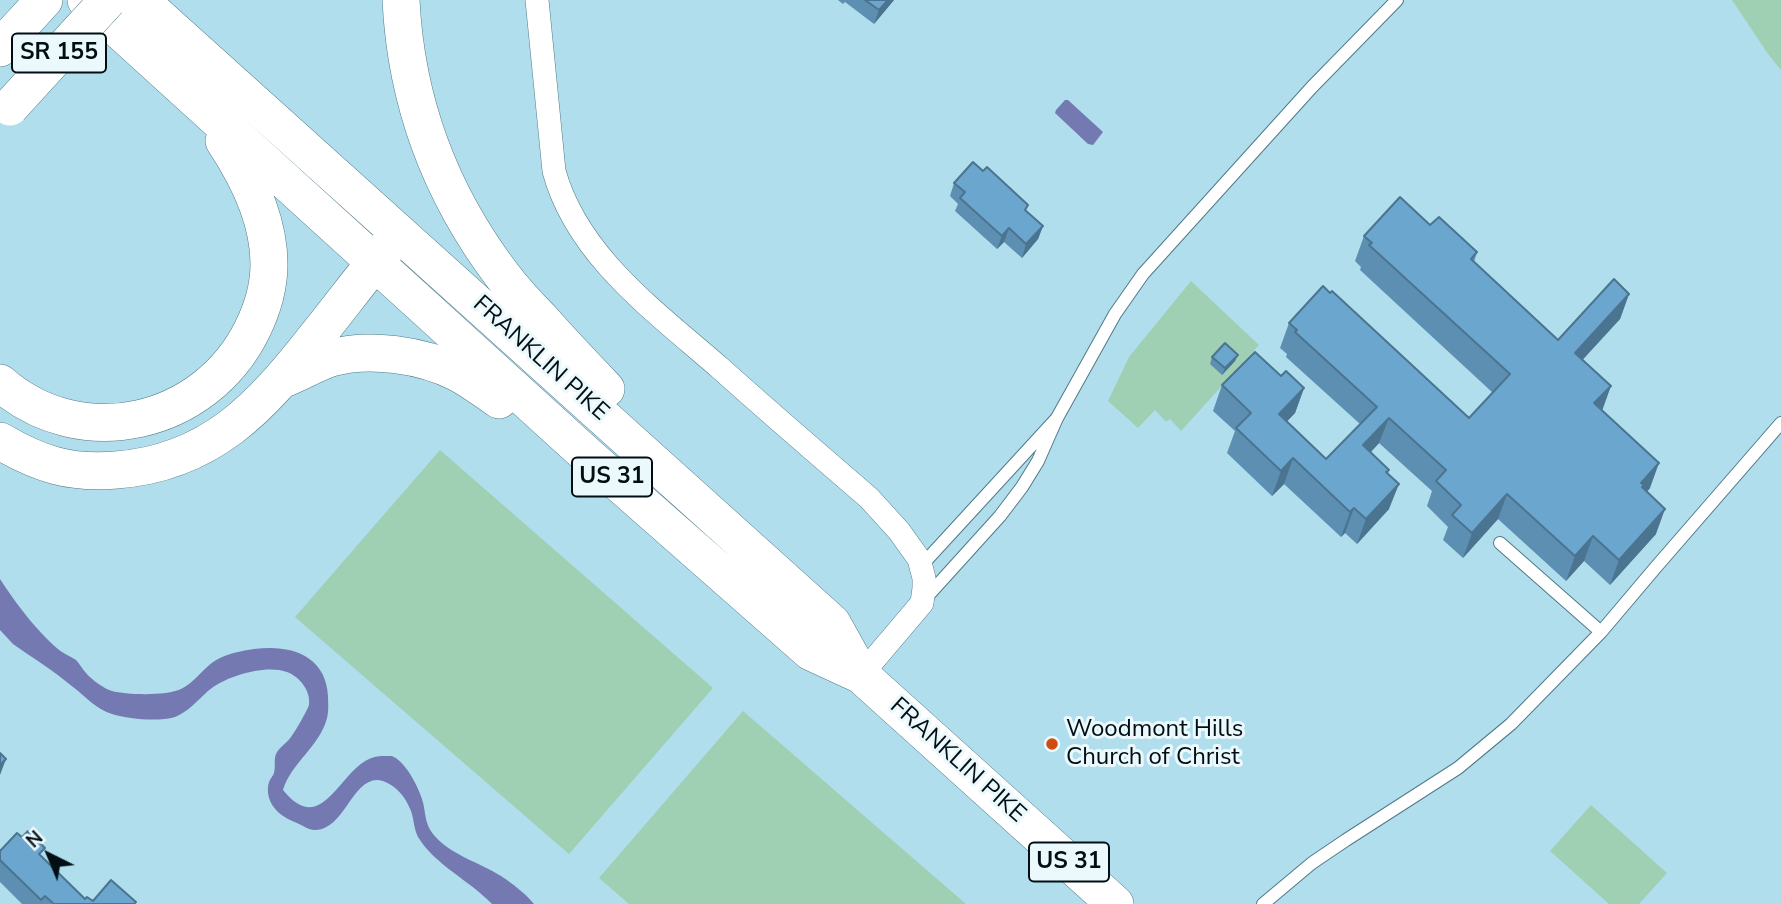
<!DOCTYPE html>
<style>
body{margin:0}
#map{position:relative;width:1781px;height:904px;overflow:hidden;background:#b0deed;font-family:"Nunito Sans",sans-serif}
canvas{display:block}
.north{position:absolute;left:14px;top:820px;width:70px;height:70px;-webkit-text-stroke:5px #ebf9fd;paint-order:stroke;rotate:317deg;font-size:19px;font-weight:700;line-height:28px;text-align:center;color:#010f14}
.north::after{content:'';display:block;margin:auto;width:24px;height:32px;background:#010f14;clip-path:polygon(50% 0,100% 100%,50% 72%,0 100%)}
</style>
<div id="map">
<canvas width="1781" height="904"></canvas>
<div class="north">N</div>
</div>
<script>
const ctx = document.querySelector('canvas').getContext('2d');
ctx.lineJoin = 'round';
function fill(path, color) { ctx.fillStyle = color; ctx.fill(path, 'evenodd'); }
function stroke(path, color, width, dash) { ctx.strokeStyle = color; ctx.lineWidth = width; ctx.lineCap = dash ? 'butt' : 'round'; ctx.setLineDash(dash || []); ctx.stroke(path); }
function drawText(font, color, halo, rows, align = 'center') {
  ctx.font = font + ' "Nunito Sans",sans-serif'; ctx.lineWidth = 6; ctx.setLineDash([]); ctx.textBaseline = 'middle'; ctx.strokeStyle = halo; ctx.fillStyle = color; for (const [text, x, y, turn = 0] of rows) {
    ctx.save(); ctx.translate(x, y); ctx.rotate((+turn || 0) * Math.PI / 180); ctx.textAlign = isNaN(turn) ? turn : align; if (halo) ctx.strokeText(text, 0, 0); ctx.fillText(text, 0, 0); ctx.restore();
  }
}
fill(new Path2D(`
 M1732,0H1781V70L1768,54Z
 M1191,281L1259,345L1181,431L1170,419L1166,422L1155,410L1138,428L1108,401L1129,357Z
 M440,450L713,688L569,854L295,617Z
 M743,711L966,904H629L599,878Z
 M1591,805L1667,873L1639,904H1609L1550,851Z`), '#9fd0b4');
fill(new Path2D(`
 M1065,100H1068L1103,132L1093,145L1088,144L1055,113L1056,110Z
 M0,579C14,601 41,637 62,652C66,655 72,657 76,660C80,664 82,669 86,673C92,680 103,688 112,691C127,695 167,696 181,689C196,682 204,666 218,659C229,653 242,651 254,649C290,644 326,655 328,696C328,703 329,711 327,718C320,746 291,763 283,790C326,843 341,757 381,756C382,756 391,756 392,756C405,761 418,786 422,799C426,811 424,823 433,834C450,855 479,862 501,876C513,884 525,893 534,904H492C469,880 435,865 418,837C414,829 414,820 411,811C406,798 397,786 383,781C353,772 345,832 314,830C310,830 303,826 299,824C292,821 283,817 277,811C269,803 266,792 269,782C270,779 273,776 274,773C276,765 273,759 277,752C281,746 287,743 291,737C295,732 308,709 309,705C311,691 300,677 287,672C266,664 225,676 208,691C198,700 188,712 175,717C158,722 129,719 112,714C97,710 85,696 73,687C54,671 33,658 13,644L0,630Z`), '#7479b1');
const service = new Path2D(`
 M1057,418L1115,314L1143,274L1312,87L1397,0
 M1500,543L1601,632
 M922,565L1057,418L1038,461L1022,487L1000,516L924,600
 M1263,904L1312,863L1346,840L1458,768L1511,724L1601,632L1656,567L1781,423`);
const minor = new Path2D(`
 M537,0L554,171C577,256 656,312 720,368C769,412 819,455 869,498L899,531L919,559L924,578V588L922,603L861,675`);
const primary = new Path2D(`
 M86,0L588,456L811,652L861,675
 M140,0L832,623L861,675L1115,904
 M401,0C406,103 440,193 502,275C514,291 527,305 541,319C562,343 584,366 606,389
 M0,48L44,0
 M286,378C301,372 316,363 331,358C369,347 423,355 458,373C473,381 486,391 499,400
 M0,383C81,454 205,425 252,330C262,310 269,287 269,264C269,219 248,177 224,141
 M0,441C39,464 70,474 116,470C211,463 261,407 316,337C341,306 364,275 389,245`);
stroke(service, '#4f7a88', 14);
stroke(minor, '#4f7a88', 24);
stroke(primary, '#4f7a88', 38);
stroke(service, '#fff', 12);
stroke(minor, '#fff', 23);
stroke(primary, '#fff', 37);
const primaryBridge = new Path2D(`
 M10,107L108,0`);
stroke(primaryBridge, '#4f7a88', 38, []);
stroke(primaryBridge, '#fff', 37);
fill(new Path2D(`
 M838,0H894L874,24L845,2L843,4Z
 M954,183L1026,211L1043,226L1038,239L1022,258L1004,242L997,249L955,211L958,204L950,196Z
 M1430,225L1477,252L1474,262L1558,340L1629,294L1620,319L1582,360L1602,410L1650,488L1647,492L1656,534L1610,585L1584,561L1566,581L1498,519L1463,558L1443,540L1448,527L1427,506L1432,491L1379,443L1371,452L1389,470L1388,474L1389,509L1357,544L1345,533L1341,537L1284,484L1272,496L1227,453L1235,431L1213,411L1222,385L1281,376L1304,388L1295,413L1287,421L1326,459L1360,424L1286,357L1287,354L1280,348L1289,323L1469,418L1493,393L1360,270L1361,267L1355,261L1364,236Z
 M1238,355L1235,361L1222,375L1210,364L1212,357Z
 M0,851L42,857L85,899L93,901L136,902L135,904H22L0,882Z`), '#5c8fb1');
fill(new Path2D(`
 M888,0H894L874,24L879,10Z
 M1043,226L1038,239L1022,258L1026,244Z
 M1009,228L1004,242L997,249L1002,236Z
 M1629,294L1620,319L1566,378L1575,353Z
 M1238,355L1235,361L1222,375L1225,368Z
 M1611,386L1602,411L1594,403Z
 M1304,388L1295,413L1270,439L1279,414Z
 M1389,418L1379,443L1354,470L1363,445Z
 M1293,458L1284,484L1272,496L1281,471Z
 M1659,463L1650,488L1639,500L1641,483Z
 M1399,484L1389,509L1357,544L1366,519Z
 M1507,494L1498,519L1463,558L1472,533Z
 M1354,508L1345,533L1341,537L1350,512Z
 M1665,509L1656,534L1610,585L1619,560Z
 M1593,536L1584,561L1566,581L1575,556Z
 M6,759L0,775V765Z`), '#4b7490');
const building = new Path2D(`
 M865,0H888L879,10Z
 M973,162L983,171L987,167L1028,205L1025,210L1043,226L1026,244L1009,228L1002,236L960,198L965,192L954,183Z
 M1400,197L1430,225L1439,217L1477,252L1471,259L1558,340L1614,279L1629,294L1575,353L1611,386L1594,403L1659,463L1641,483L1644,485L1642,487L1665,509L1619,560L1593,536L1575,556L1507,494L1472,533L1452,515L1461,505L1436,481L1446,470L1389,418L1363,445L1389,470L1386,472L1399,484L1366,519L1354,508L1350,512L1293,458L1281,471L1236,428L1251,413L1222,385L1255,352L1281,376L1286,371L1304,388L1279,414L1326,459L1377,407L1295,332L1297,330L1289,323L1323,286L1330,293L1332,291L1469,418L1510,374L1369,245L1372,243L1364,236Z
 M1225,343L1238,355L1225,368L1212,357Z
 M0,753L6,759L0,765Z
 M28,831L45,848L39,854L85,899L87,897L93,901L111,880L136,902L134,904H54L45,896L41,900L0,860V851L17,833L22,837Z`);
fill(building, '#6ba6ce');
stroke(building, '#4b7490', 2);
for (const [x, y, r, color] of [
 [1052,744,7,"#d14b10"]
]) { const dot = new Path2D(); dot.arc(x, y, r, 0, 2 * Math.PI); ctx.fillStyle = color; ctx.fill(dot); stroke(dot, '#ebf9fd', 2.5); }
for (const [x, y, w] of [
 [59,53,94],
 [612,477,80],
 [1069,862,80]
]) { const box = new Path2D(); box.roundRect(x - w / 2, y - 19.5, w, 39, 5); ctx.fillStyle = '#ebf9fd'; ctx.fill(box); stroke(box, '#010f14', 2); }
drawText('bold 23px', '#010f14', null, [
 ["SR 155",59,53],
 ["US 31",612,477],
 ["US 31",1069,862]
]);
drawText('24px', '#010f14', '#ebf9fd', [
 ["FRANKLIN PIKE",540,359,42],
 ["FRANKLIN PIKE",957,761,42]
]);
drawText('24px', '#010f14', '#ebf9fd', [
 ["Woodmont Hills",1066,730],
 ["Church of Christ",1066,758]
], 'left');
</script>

****************

Above are the entries. Quote exactly the lines from the one bearing "M140,0L832,623L861,675L1115,904" through the one bearing "stroke(primary, '#4f7a88', 38);".

 M140,0L832,623L861,675L1115,904
 M401,0C406,103 440,193 502,275C514,291 527,305 541,319C562,343 584,366 606,389
 M0,48L44,0
 M286,378C301,372 316,363 331,358C369,347 423,355 458,373C473,381 486,391 499,400
 M0,383C81,454 205,425 252,330C262,310 269,287 269,264C269,219 248,177 224,141
 M0,441C39,464 70,474 116,470C211,463 261,407 316,337C341,306 364,275 389,245`);
stroke(service, '#4f7a88', 14);
stroke(minor, '#4f7a88', 24);
stroke(primary, '#4f7a88', 38);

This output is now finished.